Given entries –

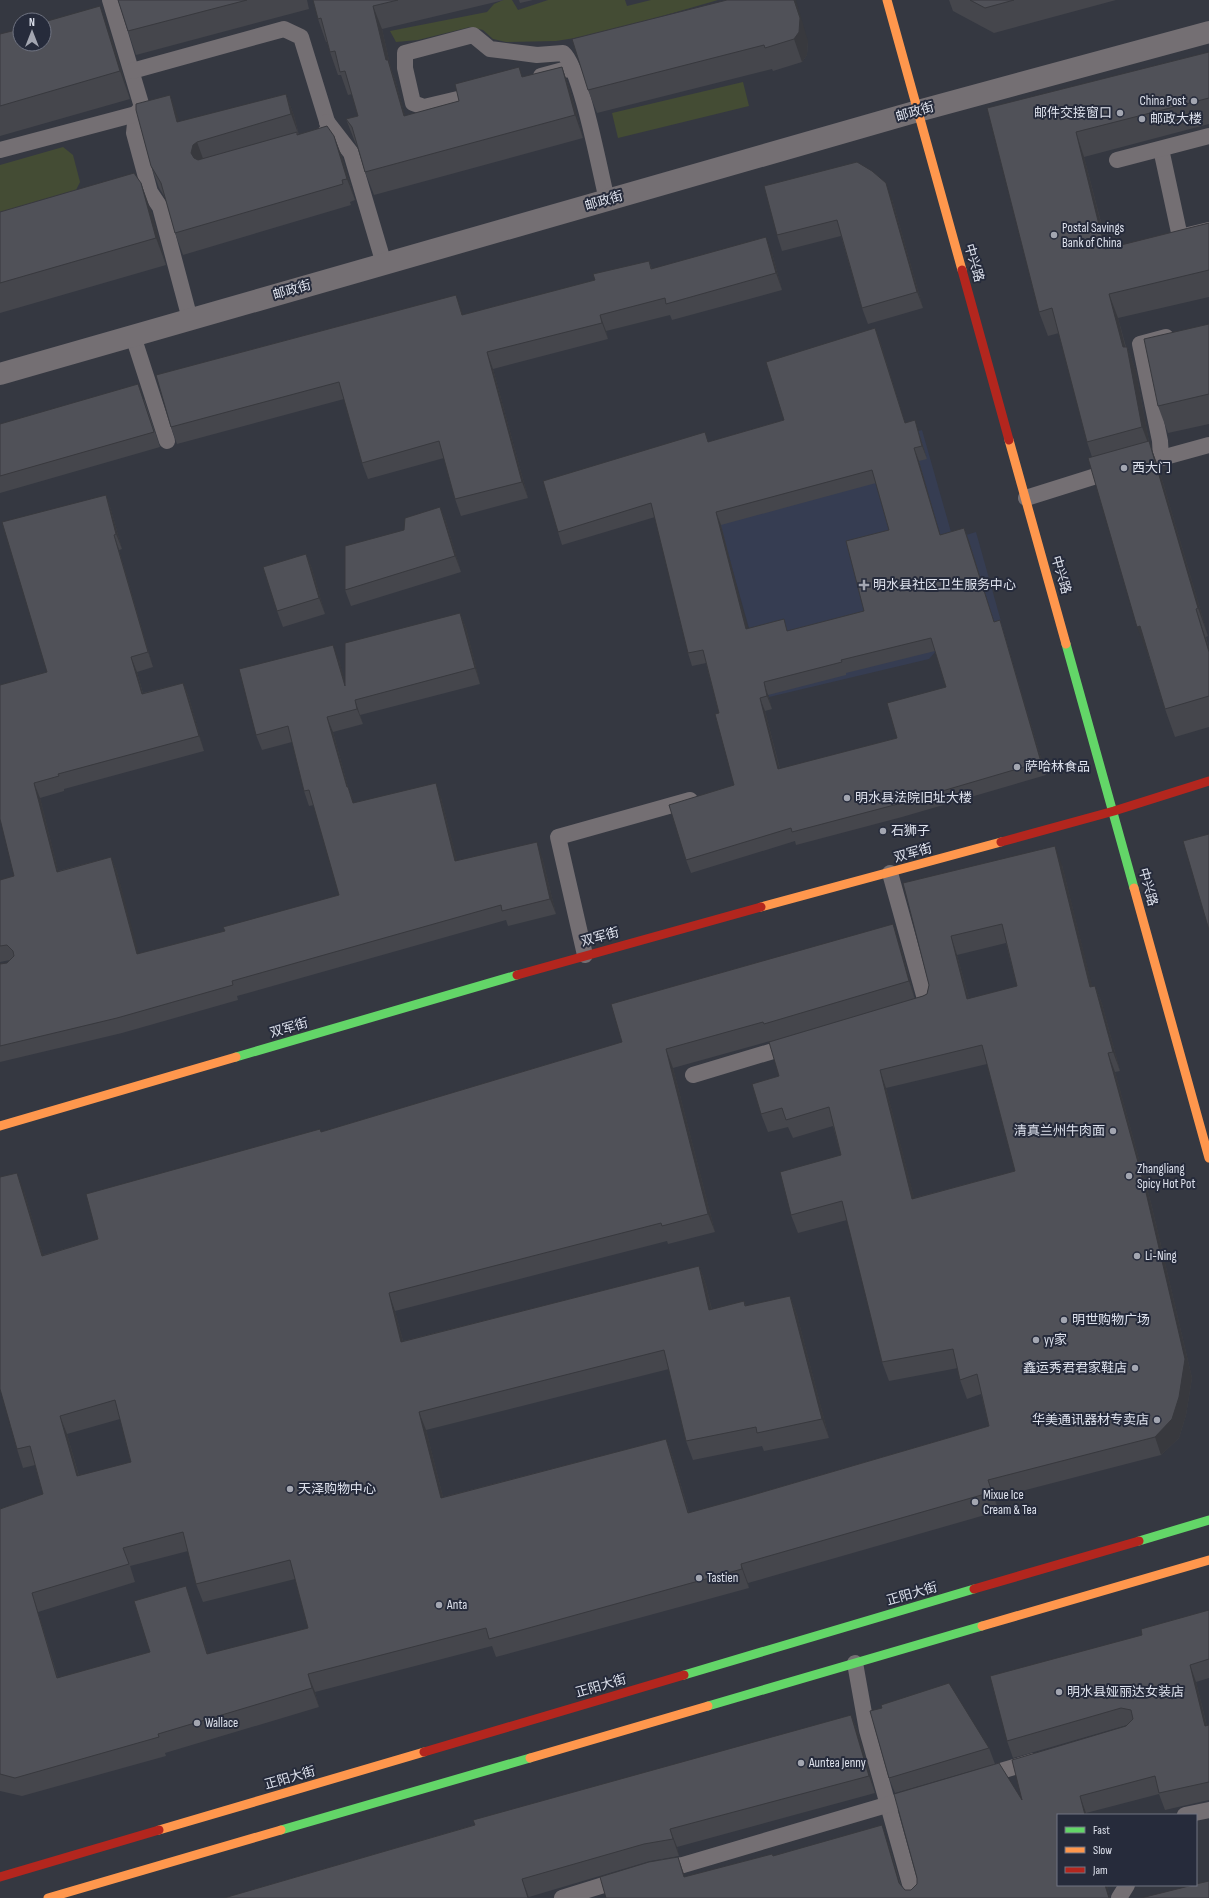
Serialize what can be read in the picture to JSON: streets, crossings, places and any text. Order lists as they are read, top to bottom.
{
  "streets": {
    "main road": ["中兴路", "双军街", "正阳大街"],
    "street": ["邮政街"]
  },
  "crossings": [
    ["邮政街", "中兴路"],
    ["中兴路", "双军街"]
  ],
  "places": {
    "other": [
      "China Post",
      "邮件交接窗口",
      "邮政大楼",
      "Postal Savings Bank of China",
      "西大门",
      "萨哈林食品",
      "明水县法院旧址大楼",
      "石狮子",
      "清真兰州牛肉面",
      "Zhangliang Spicy Hot Pot",
      "Li-Ning",
      "明世购物广场",
      "yy家",
      "鑫运秀君君家鞋店",
      "华美通讯器材专卖店",
      "天泽购物中心",
      "Mixue Ice Cream & Tea",
      "Tastien",
      "Anta",
      "明水县娅丽达女装店",
      "Wallace",
      "Auntea Jenny"
    ],
    "health": ["明水县社区卫生服务中心"]
  },
  "legend": ["Fast", "Slow", "Jam"],
  "north": "top"
}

What is needed – The whole listing should be printed again exactly as written, images excluded.

Exercise output –
Serialize what can be read in the picture to JSON: streets, crossings, places and any text. Order lists as they are read, top to bottom.
{
  "streets": {
    "main road": ["中兴路", "双军街", "正阳大街"],
    "street": ["邮政街"]
  },
  "crossings": [
    ["邮政街", "中兴路"],
    ["中兴路", "双军街"]
  ],
  "places": {
    "other": [
      "China Post",
      "邮件交接窗口",
      "邮政大楼",
      "Postal Savings Bank of China",
      "西大门",
      "萨哈林食品",
      "明水县法院旧址大楼",
      "石狮子",
      "清真兰州牛肉面",
      "Zhangliang Spicy Hot Pot",
      "Li-Ning",
      "明世购物广场",
      "yy家",
      "鑫运秀君君家鞋店",
      "华美通讯器材专卖店",
      "天泽购物中心",
      "Mixue Ice Cream & Tea",
      "Tastien",
      "Anta",
      "明水县娅丽达女装店",
      "Wallace",
      "Auntea Jenny"
    ],
    "health": ["明水县社区卫生服务中心"]
  },
  "legend": ["Fast", "Slow", "Jam"],
  "north": "top"
}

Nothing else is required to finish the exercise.